BitLocker is Microsoft own solution in order to provide Full Disk Encryption on your Windows or on another partition.
Bitlocker is a solution for beginners. It does it’s job – sure, but it’s just basic encryption, even if you adjust the cipher settings under User/Group Policies (gpedit.msc).
Problems with Bitlocker
As an example, formatting a Bitlocked drive can be done without any backup verification. Formatting a Bitlocked drive most ways is like not using Bitlocker because this data or partition will be easily rendered readable by many types of software even freeware solutions. An average person with the right software from the internet in his hands could format a Bitlocked drive to clear the encryption or it’s keys, then use a recovery tool to re-initialize that partition in an unlocked state or simply batch extract all files on the drive.
BitLocker creation was never intended to be a concrete safety vault while VeraCrypt/TrueCrypt was meant to be designed to really ‘secure’ every aspect.
Bitlocker is simply encryption designed for beginners and nothing but this. A much better encryption type, that’s free on open source, is VeraCrypt. Its algorithms are more robust and up to date, it uses containers – including hidden containers feature in order to hide them which makes it harder to recover or see something on this partition. Using something like VeraCrypt to create an encrypted container on a drive that has been encrypted with Bitlocker increases the safety of your material astronomically. However, I do not recommend using this method because it has an impact on the performance and VeraCrypt is usually more than enough.
The hardware encryption, however, will supersede software encryption due the fact it’s more difficult to ‘hack’ or compromise because an attacker needs physical access to it.
For the average user, Bitlocker does what it’s supposed to do, is fully integrated into the Windows OS – while VeraCrypt works on other systems too – Bitlocker does work and it’s not useless like people on the Internet often say.
Combining BitLocker with VeraCrypt the right way
You could (if you want to) combine both, you can FDE your Windows with BitLocker (due speed reasons) and create a separate container for each HDD or for each partition in order to get benefits of both things. As mentioned it’s not needed to normally use Bitlocker with VeraCrypt but the container aspect could make it interesting if you have special files which need ‘special’ protection.
You also can in case your hardware is lacking of TPM support use a Yubikey or Nitrokey which at least gives you more security because you can take this piece of hardware with you, that said both mentioned solutions are not perfect – but nothing in the world is.
I personally use a VeraCrypt FDE + some containers on my drive that is Yubikey unlocked for safekeeping moderate personal records and documents. I think this strategy is still good to go and I suggest you at least try it yourself in order to come to your own conclusions.

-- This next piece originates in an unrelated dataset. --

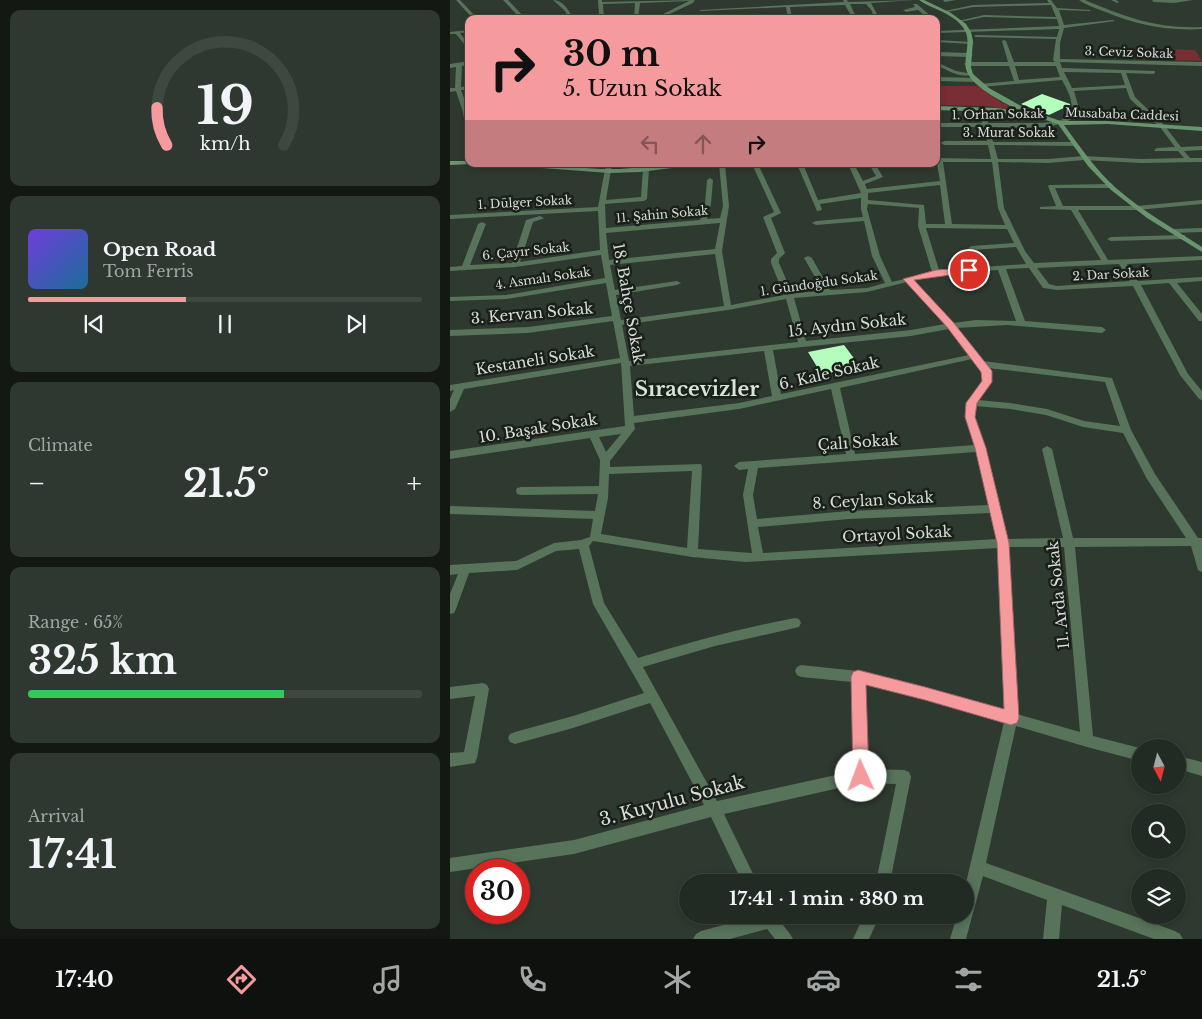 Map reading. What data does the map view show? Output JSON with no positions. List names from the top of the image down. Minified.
{"streets":{"main road":["Musababa Caddesi"],"street":["3. Ceviz Sokak","1. Orhan Sokak","3. Murat Sokak","1. Dülger Sokak","11. Şahin Sokak","6. Çayır Sokak","2. Dar Sokak","4. Asmalı Sokak","1. Gündoğdu Sokak","18. Bahçe Sokak","3. Kervan Sokak","15. Aydın Sokak","Kestaneli Sokak","6. Kale Sokak","10. Başak Sokak","Çalı Sokak","8. Ceylan Sokak","Ortayol Sokak","11. Arda Sokak","3. Kuyulu Sokak"]},"crossings":[["1. Orhan Sokak","Musababa Caddesi"],["1. Orhan Sokak","2. Dar Sokak"],["3. Murat Sokak","2. Dar Sokak"],["1. Dülger Sokak","18. Bahçe Sokak"],["11. Şahin Sokak","18. Bahçe Sokak"],["6. Çayır Sokak","18. Bahçe Sokak"],["2. Dar Sokak","1. Gündoğdu Sokak"],["4. Asmalı Sokak","18. Bahçe Sokak"],["1. Gündoğdu Sokak","18. Bahçe Sokak"],["1. Gündoğdu Sokak","3. Kervan Sokak"],["18. Bahçe Sokak","3. Kervan Sokak"],["18. Bahçe Sokak","15. Aydın Sokak"],["18. Bahçe Sokak","Kestaneli Sokak"],["18. Bahçe Sokak","6. Kale Sokak"],["18. Bahçe Sokak","10. Başak Sokak"],["15. Aydın Sokak","Kestaneli Sokak"],["6. Kale Sokak","10. Başak Sokak"],["Ortayol Sokak","11. Arda Sokak"]],"districts":["Sıracevizler"],"north":"bottom","page":{"turn":["30 m","5. Uzun Sokak"],"song":["Open Road","Tom Ferris"],"tile":["Climate",["Range · 65%","325 km"],["Arrival","17:41"]],"heat":["−","21.5°","+"],"limit":"30","trip":"17:41 · 1 min · 380 m","tabs":["17:40","21.5°"],"gauge":["19","km/h"]}}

Hidden containers – a ‘killer feature’
VeraCrypt alone surpasses 100% of all paid encryption software I’m aware of. Features like the hidden containers function work well. An attacker will never find them unless a problem/hole is in the system or software. Basically, formatting removes the encrypted container holding encrypted information, so the data is unrecoverable. This alone is an outstanding feature and incredibly useful.
Why do I not mention open source etc reasons?
Open source is fine and it has it’s reason to exist, sure thing but for most of the people especially the non-tech persons it doesn’t make any difference because they don’t verify their downloaded files and not checking the source nor reviewing the commits done to the projects. Open Source by itself has more benefits compared to closed source but as mentioned, the benefit is not guaranteed and we had malware, flaws etc the same way like we had used closed source software.
However, I mention it because people might say everything which is closed source is evil, well I can say you – it’s not and at some point, you want to protect your own product from certain things.
In general, open source should in my opinion preferred but to generally say it’s better is simply incorrect, as mentioned, Windows BitLocker solution does a basic job but it’s far away from getting my recommendation when it comes to ‘the best solution you can go with’.
You can also buy hardware in order to protect your files, AES-256+ units or FIPS 140-2 validated USB 3.1 drives are more expensive but it’s worth if you’re willing to increase your privacy setup. The drives are these days mostly 20% more expensive, overall, compared to their brothers without hardware support. Of course, you will also find some products which offering more advance ‘encryption’ but it’s mostly not worth since you can simply use VeraCrypt and benefit from it’s features which are also easily configurable.
BitLocker alone doesn’t get my recommendation, VeraCrypt is in this case much better. Combining them or using a YubiKey etc. is, in my opinion, a good solution. The hardware aspect is another thing if you effort it but it didn’t get a focus here because you simply have to pay for ‘more security‘.
VeraCrypt is still the best option you have, it works across several operating systems since you can manage your keys or partitions how you like, the documentation is complete while Microsoft owns documentation looks more half-cooked done.